What to produce — If a line of the data below holds the string "absolute", copy it.

Stored data entries
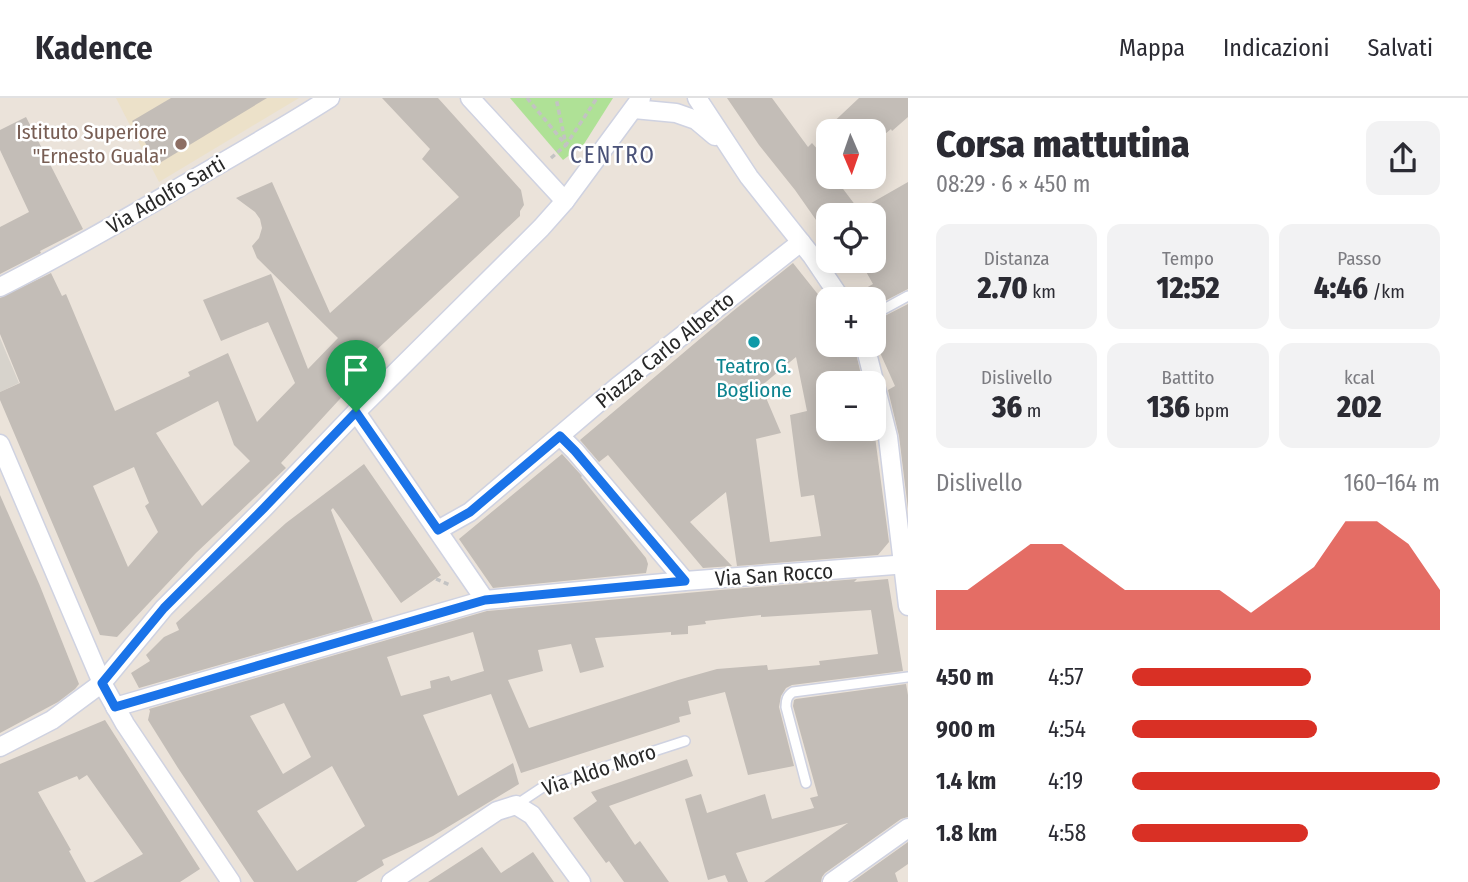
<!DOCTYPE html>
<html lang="it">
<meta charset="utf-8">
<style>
:root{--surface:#fff;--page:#f2f2f3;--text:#2b2b33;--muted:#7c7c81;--line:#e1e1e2;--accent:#d93025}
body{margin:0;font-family:"Fira Sans Condensed",sans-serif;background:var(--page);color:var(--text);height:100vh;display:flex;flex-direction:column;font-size:26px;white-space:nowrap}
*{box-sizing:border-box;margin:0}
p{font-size:23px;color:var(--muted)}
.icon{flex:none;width:38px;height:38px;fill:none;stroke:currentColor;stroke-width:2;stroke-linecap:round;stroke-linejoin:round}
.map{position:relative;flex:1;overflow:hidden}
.details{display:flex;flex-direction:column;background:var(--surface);width:560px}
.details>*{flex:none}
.needle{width:46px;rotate:178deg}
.controls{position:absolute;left:816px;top:21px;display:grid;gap:14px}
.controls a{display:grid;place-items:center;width:70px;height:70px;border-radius:14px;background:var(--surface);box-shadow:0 4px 18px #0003;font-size:35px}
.pin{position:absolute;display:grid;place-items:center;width:60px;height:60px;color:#fff;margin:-72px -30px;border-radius:50% 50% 50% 0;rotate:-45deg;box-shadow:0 0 7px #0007}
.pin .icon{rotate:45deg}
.round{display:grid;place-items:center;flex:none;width:74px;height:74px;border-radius:14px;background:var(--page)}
.head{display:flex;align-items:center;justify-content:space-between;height:119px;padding:0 28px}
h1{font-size:38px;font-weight:800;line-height:52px}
.metrics{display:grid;grid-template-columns:repeat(3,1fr);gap:10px;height:119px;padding:7px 28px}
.metrics div{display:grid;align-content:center;border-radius:14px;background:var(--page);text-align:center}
.metrics b{font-size:30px;font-weight:800}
.metrics small{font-size:19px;font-weight:400}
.metrics p{font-size:19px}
.chart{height:196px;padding:14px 28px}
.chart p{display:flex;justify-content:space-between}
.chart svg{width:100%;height:126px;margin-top:7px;fill:var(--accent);opacity:.7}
ul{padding:0 28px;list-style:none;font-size:23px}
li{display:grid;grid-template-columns:112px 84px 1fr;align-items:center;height:52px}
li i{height:18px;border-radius:9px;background:var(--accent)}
header{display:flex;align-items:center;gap:42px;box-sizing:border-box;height:98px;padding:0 35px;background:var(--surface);border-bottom:2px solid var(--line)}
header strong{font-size:33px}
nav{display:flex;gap:38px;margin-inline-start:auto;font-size:24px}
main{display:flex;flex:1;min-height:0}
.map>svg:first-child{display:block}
</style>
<header>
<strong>Kadence</strong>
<nav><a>Mappa</a><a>Indicazioni</a><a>Salvati</a></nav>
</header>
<main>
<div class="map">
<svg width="908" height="784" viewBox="0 0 908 784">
<rect width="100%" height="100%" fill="#ebe3da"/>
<polygon fill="#ece1c9" points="116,0 299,0 159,84"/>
<polygon fill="#afe196" points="510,0 613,0 584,46 563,62"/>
<polygon fill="#d7d3cc" points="0,240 19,285 0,294"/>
<g fill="#c3bdb7" fill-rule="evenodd">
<polygon points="171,0 267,0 158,66 132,23"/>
<path d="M382,0H438L521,92L524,107L520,113V118L356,271L361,278L281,365L286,370L196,455L117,539L100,537L0,302V294L20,285L0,236V200L51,175L62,198L66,196L115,313L190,278L188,274L228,255L257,324L295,285L268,224L221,243L203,202L271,176L308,271L338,240L257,160L252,148L259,140L262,130L260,121L255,114L236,100L272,84L330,215L459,99L422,61L430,51ZM218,303L234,347L250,363L202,408L156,335ZM134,369L149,405L145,408L158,434L128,469L93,388Z"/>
<polygon points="727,0 772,0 808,49 812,45 827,62 824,65 828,70 828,79 834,79 859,112 908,84 908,191 873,209 873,201 852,201 852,198 873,186 860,163 873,163 873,117 834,117 828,107 828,139 795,92 759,47"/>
<polygon points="859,0 908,0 908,19 892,33 891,31 878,42 873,38 873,33 824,33"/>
<polygon points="26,19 83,131 40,153 41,155 0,176 0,129 29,114 0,52 0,32"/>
<path d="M793,165L828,209V247H854L863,285H828V331H874L889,444L878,457L737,468L726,394L690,424L732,468L703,470L608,357L599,364L580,342L733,213ZM796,259L807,313L790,317L798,378L801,399L814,397L821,438L770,444L756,341L781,335L761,288Z"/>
<polygon points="908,206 908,411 899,338 888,292 895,288 873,239 873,224"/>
<polygon points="562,356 582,378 581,379 646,460 648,466 646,475 493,490 459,441"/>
<polygon points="364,366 441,477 401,505 333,410 331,412 373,523 139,590 131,575 150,563 146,557 164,539 179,532 176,525 286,425"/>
<polygon points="0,397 40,488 79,586 75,591 58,604 0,635"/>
<path d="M857,481L854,484L888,481L903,573L792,587L786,590L781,598L779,609L794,668L748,677L725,594L688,603L691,616L679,619L680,624L521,675L491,596L423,617L458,698L513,665L519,686L433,738L382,762L384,767L356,784H254L178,670L148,622L150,613L149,611L487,513L720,492ZM871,512L878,556L819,563L820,567L768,572L767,567L717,571L678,582L529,630L508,582L543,573L538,552L571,546L580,575L604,569L595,540L671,534V537L688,536V528L706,526L705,523L761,517V519ZM473,534L484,573L451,583L449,578L430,583L431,590L401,598L387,559ZM284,605L311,659L283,676L250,618ZM332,668L365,728L297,773L257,713Z"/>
<polygon points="906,586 908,597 908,719 901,721 825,775 822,779 821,784 764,784 848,725 736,755 748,784 728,784 725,777 708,782 685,701 701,696 707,715 765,696 772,721 814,710 810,700 818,698 793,608 794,602 796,601"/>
<polygon points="105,622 200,771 180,784 93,784 143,756 87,677 79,682 77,678 38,694 71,752 69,753 86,784 0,784 0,666"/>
<polygon points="687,661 693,678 609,708 635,747 640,743 669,784 624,784 609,763 606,765 573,720 597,703 591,694"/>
<polygon points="908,744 908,766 895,775 898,784 852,784"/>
<polygon points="482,749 501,775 533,754 554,784 428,784"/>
</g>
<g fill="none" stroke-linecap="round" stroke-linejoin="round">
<g stroke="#cfd2e1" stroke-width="12">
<g id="lane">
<polyline points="873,217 908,198"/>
<path d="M806,685L786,609C786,602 787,598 793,594L908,579"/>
<polyline points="516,707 543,689 685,643"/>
</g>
</g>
<g stroke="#cfd2e1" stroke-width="21">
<g id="street">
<polyline points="470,0 565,103"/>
<polyline points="697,0 749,79 812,158 841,201"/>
<polyline points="634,11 676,15 696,22 715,38"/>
<path d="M0,189C64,157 125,121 187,85C235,57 283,30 330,0"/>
<polyline points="865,247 888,339 908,508"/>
<polyline points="356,314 485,502"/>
<polyline points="560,338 575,353 685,483"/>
<polyline points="0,346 102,585 125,626 231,784"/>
<polyline points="438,432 470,414 617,289 801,144"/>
<polyline points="115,609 485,502 685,483 908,466"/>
<polyline points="0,649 52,622 102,585 164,510 264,410 356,314 541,130 565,103 641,0"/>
<polyline points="391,784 497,713 516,707 532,717 581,784"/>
<polyline points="832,784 908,730"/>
</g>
</g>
<g stroke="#c3c3c3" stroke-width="3.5" stroke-dasharray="5 3.5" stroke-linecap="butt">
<polyline points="527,0 566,47 597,0"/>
<polyline points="551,60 566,47 556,0"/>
<polyline points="436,481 450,487"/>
</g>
<use href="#lane" stroke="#fff" stroke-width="9"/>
<use href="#street" stroke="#fff" stroke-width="18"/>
</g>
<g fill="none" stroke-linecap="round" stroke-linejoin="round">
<g stroke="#fff" stroke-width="14">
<polygon id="route" points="356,314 438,432 470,414 560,338 575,353 685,483 485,502 115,609 102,585 164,510 264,410"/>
</g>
<use href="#route" stroke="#1a73e8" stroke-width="9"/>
</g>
<circle fill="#8d6e63" stroke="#fff" stroke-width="2.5" cx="181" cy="46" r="7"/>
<circle fill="#0f9aa8" stroke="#fff" stroke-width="2.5" cx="754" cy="244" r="7"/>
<g text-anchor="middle" stroke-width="5" stroke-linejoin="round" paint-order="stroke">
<g font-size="21" fill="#785e54" stroke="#fff" text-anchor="end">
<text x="167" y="41">Istituto Superiore<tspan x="167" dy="24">"Ernesto Guala"</tspan></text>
</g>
<g font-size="21" fill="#282828" stroke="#fff">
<text transform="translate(166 97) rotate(-30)" y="7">Via Adolfo Sarti</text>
<text transform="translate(665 252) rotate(-39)" y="7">Piazza Carlo Alberto</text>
<text transform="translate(774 477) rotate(-4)" y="7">Via San Rocco</text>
<text transform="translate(599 672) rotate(-19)" y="7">Via Aldo Moro</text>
</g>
<g font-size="21" fill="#0d838f" stroke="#fff">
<text x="754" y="275">Teatro G.<tspan x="754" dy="24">Boglione</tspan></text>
</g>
<g font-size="23" letter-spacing="2" fill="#4a5278" stroke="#fff">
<text x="613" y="65">CENTRO</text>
</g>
</g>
</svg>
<div class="controls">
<a><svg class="needle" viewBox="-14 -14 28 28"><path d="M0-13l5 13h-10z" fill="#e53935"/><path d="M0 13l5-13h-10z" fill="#7c7c81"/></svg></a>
<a><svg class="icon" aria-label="locate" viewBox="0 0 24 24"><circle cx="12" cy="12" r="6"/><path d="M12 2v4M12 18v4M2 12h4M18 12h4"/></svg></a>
<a>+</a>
<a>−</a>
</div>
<div class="pin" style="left:356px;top:314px;background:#1e9e55"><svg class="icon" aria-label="arrive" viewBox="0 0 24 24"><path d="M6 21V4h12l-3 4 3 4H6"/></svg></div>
</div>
<section class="details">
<div class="head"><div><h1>Corsa mattutina</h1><p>08:29 · 6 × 450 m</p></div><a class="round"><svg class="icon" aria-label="share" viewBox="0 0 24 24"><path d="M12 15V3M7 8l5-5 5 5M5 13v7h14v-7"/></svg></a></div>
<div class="metrics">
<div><p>Distanza</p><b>2.70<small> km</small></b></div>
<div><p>Tempo</p><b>12:52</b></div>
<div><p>Passo</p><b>4:46<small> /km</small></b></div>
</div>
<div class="metrics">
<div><p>Dislivello</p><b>36<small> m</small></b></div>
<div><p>Battito</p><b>136<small> bpm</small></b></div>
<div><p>kcal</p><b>202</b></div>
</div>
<div class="chart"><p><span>Dislivello</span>160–164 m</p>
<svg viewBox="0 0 160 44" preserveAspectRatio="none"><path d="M0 44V30L10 30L20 22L30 14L40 14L50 22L60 30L70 30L80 30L90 30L100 38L110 30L120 22L130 6L140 6L150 14L160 30V44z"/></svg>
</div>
<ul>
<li><b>450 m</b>4:57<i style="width:58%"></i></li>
<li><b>900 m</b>4:54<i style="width:60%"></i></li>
<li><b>1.4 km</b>4:19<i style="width:100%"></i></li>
<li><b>1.8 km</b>4:58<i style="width:57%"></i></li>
</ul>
</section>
</main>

Task solution —
.controls{position:absolute;left:816px;top:21px;display:grid;gap:14px}
.pin{position:absolute;display:grid;place-items:center;width:60px;height:60px;color:#fff;margin:-72px -30px;border-radius:50% 50% 50% 0;rotate:-45deg;box-shadow:0 0 7px #0007}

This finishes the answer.